Department of Bioinformatics and Computational Biology, University of Minnesota, Minneapolis, MN, United States; Department of Experimental and Clinical Pharmacology, University of Minnesota, Minneapolis, MN, United States.
Department of Experimental and Clinical Pharmacology, University of Minnesota, Minneapolis, MN, United States.
Curr Opin Struct Biol. 2024 Feb;84:102745. doi: 10.1016/j.sbi.2023.102745. Epub 2023 Dec 17.

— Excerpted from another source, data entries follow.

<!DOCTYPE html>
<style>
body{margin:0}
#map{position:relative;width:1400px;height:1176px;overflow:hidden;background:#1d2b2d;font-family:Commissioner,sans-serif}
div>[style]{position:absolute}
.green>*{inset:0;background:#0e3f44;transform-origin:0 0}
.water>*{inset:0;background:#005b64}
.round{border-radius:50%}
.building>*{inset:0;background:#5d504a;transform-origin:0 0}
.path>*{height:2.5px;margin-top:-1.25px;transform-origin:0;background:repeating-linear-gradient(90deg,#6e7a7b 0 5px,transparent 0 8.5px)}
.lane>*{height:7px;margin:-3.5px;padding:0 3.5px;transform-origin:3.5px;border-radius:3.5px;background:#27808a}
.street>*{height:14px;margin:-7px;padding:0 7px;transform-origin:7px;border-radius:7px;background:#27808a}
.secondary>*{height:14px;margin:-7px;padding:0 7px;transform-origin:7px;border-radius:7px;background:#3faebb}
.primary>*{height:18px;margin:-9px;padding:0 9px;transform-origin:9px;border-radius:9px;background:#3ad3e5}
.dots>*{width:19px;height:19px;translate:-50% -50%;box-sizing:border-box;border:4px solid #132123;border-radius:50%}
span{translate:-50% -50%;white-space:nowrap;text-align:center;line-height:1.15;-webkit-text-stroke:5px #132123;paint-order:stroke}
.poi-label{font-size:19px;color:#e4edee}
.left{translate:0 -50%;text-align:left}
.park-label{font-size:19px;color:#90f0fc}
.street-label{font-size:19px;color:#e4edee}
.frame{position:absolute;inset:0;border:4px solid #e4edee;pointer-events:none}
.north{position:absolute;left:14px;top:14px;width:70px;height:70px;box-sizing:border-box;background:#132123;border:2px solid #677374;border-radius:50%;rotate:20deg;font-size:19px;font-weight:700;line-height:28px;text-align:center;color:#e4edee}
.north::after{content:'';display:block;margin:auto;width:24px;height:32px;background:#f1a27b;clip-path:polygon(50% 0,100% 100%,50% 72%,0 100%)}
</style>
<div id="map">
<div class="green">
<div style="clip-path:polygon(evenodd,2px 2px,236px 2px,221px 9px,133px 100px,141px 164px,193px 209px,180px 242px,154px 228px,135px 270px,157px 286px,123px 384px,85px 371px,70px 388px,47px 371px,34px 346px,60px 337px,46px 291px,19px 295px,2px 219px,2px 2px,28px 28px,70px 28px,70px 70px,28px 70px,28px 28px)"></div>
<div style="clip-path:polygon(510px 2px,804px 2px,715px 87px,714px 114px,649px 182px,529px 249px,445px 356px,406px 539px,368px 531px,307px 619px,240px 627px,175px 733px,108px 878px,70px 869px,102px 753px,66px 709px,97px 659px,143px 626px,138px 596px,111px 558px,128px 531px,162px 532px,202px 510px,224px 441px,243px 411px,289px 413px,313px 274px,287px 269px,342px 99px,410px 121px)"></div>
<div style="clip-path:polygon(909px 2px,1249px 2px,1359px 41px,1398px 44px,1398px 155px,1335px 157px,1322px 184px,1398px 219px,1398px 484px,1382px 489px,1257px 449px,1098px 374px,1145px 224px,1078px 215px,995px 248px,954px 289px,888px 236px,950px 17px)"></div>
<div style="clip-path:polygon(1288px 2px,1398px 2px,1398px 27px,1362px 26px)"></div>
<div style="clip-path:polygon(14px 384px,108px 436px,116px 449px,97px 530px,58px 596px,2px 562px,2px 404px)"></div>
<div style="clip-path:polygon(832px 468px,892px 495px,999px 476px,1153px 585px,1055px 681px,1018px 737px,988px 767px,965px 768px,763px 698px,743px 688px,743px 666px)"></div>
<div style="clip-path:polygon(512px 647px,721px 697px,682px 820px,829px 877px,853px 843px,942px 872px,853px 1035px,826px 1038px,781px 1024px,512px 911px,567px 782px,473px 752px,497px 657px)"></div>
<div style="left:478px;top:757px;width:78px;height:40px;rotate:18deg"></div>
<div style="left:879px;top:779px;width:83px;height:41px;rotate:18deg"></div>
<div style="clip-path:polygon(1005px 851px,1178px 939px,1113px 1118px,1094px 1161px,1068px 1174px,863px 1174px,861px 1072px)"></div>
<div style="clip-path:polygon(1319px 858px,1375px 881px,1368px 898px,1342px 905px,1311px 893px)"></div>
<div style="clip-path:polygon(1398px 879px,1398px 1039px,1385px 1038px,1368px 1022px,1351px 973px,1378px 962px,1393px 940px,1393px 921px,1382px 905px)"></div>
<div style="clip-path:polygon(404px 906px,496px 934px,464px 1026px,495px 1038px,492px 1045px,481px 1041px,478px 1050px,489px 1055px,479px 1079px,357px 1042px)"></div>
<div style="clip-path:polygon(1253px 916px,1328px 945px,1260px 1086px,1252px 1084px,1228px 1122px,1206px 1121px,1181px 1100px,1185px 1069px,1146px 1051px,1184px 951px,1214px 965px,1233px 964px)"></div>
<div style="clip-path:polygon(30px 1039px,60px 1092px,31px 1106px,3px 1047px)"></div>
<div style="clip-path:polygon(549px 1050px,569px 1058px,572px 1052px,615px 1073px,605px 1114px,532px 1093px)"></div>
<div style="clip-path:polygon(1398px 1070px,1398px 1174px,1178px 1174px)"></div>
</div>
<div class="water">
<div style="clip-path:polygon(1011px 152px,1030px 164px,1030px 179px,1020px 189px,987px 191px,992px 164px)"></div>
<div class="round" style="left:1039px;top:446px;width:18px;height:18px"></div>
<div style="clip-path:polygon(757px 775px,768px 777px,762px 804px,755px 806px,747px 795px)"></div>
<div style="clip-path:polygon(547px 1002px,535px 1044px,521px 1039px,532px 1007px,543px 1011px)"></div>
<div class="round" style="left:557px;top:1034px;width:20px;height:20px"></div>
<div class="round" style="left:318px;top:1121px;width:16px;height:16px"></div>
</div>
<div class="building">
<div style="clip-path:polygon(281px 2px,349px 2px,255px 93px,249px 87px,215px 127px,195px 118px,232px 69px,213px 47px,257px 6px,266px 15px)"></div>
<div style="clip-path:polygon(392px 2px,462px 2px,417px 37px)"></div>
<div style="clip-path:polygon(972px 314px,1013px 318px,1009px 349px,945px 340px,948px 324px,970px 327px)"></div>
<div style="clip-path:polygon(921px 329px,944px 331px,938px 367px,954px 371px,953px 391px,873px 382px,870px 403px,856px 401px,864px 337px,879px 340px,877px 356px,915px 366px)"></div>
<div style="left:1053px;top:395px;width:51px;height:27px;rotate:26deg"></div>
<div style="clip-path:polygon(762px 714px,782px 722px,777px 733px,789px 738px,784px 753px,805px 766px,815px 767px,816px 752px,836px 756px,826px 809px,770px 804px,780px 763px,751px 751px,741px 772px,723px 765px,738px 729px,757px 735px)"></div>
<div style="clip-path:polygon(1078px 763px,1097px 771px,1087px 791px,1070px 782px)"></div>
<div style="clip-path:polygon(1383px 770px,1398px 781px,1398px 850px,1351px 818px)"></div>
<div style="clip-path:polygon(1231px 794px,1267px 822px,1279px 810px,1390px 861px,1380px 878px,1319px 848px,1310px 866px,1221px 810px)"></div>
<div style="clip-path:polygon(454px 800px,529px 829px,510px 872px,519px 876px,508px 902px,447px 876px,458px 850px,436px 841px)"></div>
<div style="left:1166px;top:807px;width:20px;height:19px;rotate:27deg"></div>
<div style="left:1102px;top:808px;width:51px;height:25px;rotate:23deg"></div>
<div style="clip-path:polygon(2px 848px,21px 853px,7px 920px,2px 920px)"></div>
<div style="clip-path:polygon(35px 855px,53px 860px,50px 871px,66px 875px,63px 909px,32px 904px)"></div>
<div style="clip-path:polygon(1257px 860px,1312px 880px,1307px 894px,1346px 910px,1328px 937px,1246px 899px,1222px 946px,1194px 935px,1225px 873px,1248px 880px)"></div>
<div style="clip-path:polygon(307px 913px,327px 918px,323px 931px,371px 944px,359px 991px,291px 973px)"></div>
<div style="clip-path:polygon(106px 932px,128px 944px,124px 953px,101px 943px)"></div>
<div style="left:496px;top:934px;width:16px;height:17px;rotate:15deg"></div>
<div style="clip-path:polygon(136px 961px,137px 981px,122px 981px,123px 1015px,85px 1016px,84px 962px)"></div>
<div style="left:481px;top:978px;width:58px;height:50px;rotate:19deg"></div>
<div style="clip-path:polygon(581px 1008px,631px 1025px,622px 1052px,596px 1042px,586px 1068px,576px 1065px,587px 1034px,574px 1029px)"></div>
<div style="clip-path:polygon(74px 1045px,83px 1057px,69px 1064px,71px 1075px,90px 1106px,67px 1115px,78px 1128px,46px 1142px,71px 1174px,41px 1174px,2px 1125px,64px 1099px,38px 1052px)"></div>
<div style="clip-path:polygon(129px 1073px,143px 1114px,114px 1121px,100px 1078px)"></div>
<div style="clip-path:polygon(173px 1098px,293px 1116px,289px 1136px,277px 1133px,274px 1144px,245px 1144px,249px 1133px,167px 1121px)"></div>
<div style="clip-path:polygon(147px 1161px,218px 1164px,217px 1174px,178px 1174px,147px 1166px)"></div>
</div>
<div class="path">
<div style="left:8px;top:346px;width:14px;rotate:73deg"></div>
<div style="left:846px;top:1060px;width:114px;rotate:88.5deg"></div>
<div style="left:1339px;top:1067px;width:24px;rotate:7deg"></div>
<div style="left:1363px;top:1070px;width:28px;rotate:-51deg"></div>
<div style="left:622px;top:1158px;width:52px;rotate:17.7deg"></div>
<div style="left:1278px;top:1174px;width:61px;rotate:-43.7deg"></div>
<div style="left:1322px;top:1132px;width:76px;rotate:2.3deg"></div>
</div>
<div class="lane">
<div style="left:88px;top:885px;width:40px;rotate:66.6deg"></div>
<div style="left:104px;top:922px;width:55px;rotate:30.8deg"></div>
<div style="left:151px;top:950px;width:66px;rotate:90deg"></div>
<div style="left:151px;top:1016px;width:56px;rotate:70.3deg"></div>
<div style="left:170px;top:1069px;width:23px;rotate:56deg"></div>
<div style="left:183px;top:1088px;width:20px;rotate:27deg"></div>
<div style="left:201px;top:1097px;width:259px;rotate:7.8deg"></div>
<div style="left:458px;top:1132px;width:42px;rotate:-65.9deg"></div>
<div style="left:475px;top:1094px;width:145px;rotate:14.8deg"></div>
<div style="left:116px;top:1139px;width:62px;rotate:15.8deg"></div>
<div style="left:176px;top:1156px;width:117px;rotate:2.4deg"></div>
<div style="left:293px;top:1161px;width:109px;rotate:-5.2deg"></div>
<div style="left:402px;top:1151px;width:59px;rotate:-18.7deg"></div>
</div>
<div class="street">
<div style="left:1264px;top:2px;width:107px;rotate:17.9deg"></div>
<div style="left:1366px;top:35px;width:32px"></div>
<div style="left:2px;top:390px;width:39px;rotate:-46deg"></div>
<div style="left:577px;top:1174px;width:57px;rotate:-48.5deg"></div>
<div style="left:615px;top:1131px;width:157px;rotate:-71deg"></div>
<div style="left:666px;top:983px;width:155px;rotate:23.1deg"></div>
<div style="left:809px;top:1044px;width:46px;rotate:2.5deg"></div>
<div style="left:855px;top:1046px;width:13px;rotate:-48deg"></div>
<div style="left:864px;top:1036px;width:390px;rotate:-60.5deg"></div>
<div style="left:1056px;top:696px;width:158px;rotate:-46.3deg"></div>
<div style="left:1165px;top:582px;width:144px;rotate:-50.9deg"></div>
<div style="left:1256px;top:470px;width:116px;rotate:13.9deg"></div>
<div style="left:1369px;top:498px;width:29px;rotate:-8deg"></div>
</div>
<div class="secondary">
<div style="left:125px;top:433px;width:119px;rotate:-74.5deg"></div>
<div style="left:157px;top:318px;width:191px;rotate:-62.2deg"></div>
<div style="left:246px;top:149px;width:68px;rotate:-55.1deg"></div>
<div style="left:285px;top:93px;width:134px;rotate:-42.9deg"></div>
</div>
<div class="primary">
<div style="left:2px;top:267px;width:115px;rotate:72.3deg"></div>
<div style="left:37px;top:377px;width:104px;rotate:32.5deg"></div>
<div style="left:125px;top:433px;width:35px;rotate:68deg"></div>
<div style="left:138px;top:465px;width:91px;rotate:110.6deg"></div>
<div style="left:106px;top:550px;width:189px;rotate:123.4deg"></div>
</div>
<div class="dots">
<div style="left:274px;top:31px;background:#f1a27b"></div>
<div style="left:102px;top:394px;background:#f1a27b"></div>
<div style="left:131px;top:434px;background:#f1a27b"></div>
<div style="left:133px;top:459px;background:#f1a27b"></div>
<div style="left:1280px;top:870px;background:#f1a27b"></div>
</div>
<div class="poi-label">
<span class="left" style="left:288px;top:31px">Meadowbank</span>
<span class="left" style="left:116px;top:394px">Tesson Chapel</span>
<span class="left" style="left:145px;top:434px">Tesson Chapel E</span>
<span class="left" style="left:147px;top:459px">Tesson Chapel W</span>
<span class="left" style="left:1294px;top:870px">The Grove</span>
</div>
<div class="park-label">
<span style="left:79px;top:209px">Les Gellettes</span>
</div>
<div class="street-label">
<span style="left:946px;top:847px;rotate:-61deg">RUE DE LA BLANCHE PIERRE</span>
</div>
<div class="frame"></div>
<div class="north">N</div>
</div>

Cancer treatment failure is often attributed to tumor heterogeneity, where diverse malignant cell clones exist within a patient. Despite a growing understanding of heterogeneous tumor cells depicted by single-cell RNA sequencing (scRNA-seq), there is still a gap in the translation of such knowledge into treatment strategies tackling the pervasive issue of therapy resistance. In this review, we survey methods leveraging large-scale drug screens to generate cellular sensitivities to various therapeutics. These methods enable efficient drug screens in scRNA-seq data and serve as the bedrock of drug discovery for specific cancer cell groups. We envision that they will become an indispensable tool for tailoring patient care in the era of heterogeneity-aware precision medicine.
癌症治疗的失败往往归因于肿瘤异质性,即在患者体内存在多种恶性细胞克隆。尽管人们对单细胞 RNA 测序 (scRNA-seq) 所描绘的异质肿瘤细胞有了更深入的了解,但在将这些知识转化为治疗策略以解决普遍存在的治疗耐药性问题方面仍存在差距。在这篇综述中,我们调查了利用大规模药物筛选来产生对各种治疗方法的细胞敏感性的方法。这些方法能够在 scRNA-seq 数据中进行有效的药物筛选,并成为针对特定癌细胞群体的药物发现的基础。我们设想,它们将成为异质感知精准医学时代患者护理的不可或缺的工具。